Zentral für die Markenführung von morgen muss es dagegen laut Studienautor Christian Schuldt sein, der Marke neue Wertschöpfung zu verleihen – jenseits der maximalen Profitorientierung –, und eine Plattform für Resonanz und nachhaltigen Beziehungsaufbau zu bieten – statt auf Daueransprache und Pseudo-Problemlösungen zu setzen. Künftig geht es nicht mehr primär um Produkte und Preise, um das Denken in Kundensegmenten, sondern um Sinnstiftung, Integrität und Verantwortung, um die aktive Auseinandersetzung mit aktuellen gesellschaftlichen Fragen.
Interessant für Markenkommunikation - Micro-Influencer
Social Media bieten grosse Chancen, um mit Menschen in Beziehung zu treten – wenn man es richtig angeht. Influencer, die bereits eigene Communities im Netz aufgebaut haben, sind in vielen Unternehmen als Markenbotschafter auf Instagram & Co. bereits gang und gäbe in der Markenkommunikation.

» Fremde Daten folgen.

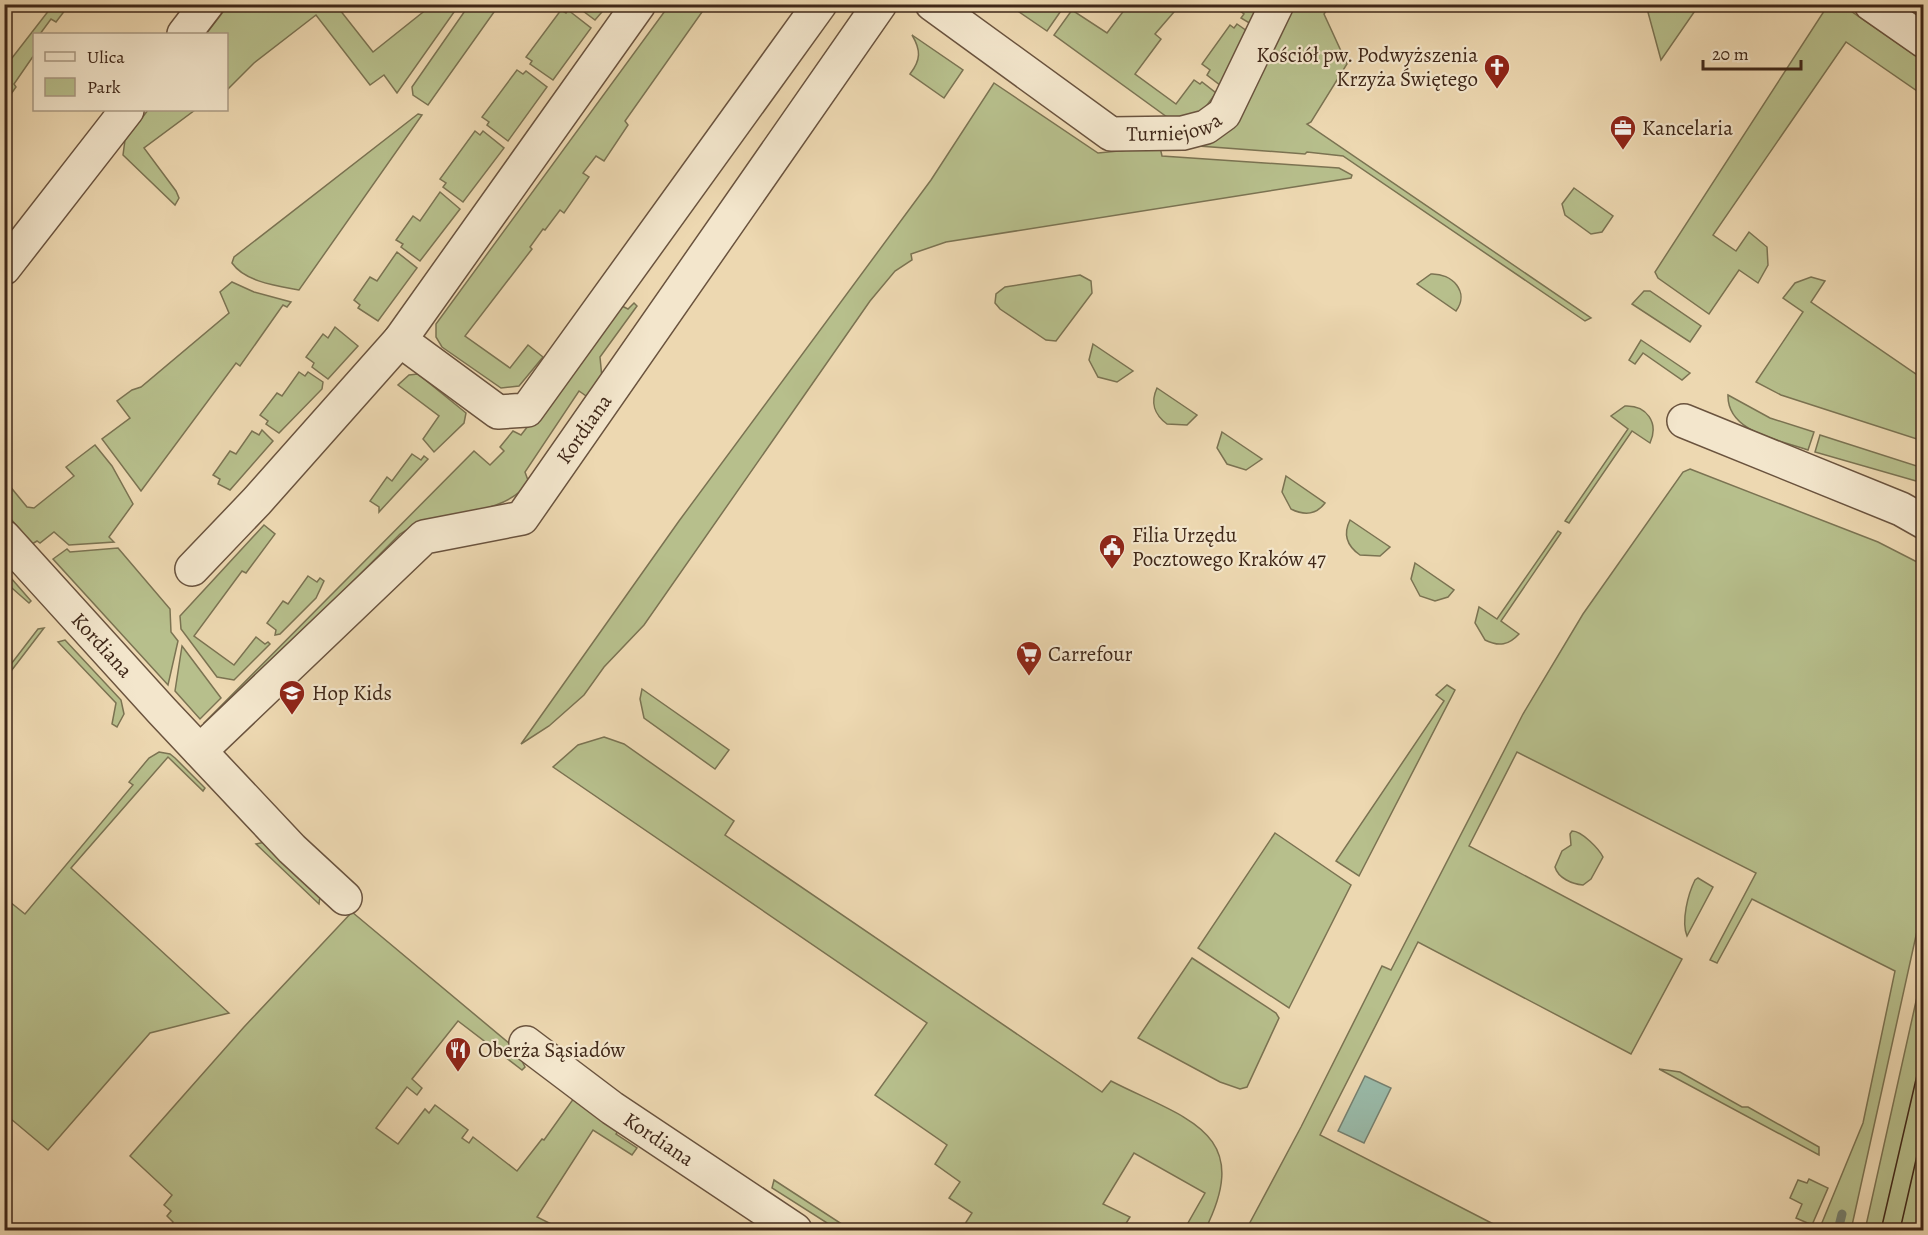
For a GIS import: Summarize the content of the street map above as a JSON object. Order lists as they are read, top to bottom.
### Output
{
  "streets": {
    "street": ["Turniejowa", "Kordiana"]
  },
  "places": {
    "church": ["Kościół pw. Podwyższenia Krzyża Świętego"],
    "office": ["Kancelaria"],
    "public building": ["Filia Urzędu Pocztowego Kraków 47"],
    "supermarket": ["Carrefour"],
    "school or university": ["Hop Kids"],
    "restaurant": ["Oberża Sąsiadów"]
  },
  "legend": ["Ulica", "Park"],
  "scale_bar": "20 m"
}
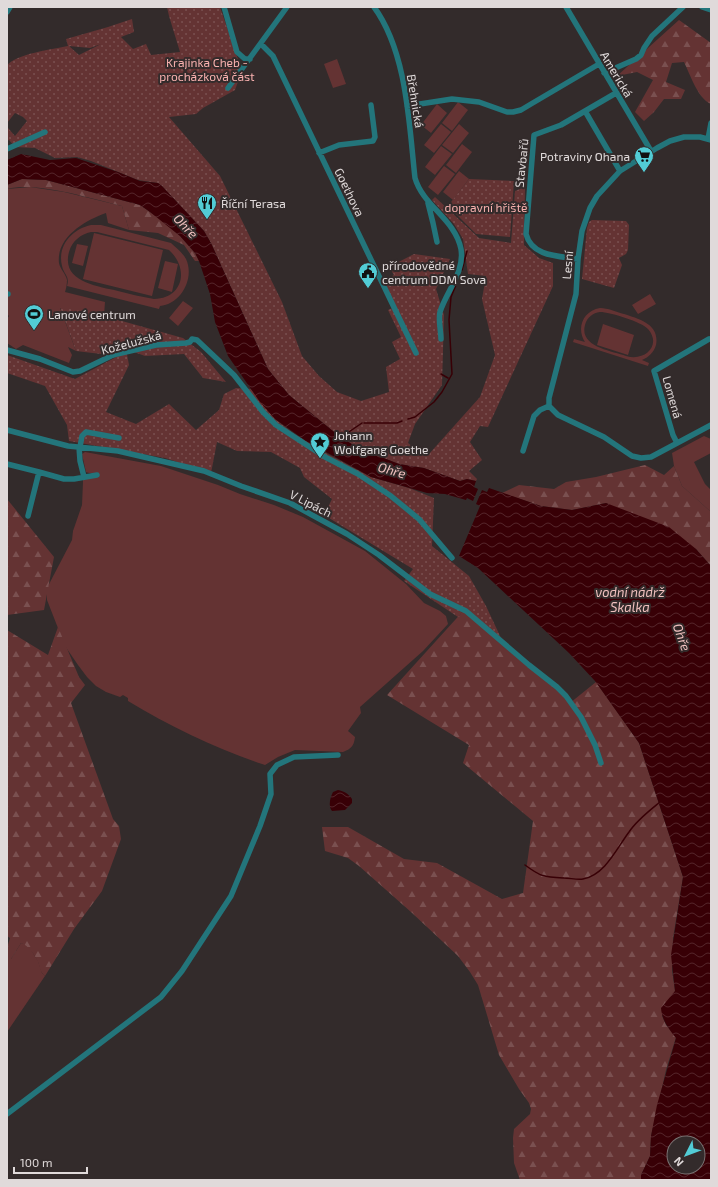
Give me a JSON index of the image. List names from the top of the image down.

Dass sie ein klares Profil und eine inhaltliche Verbindung zur Zielgruppe beziehungsweise zu bestimmten Lebensstilen haben müssen und glaubwürdig für die Community sind, versteht sich mittlerweile von selbst. Bislang mass sich der Wert dieser Influencer vor allem an einer möglichst hohen Zahl an Followern. Immer interessanter für die Markenkommunikation werden seit einiger Zeit aber die sogenannten Micro-Influencer. Sie haben zwar weniger Follower – aber dafür umso engagiertere, die ein viel höheres Potenzial an Nähe und Identifikation bieten. Gemeinsame Interessen, Haltungen und Werte sind dabei die Basis solcher Communities. Tauschen sich Follower einer Marke intensiv über Produkte und Markenwerte aus und helfen sich gegenseitig, entstehen so Gruppendynamik und aktive Interaktion, die eine positive Meinungsbildung fördern und damit entscheidend den Erfolg des Community-Marketings beeinflussen. Wichtig ist, dass diese Marken-Communities auch den Freiraum haben, etwas zur Marke beizutragen und sie weiterzuentwickeln. Die Resonanzbeziehungen sind dabei wechselseitig, sowohl zwischen Konsumenten und
Unternehmen als auch zwischen den einzelnen Mitgliedern einer Community.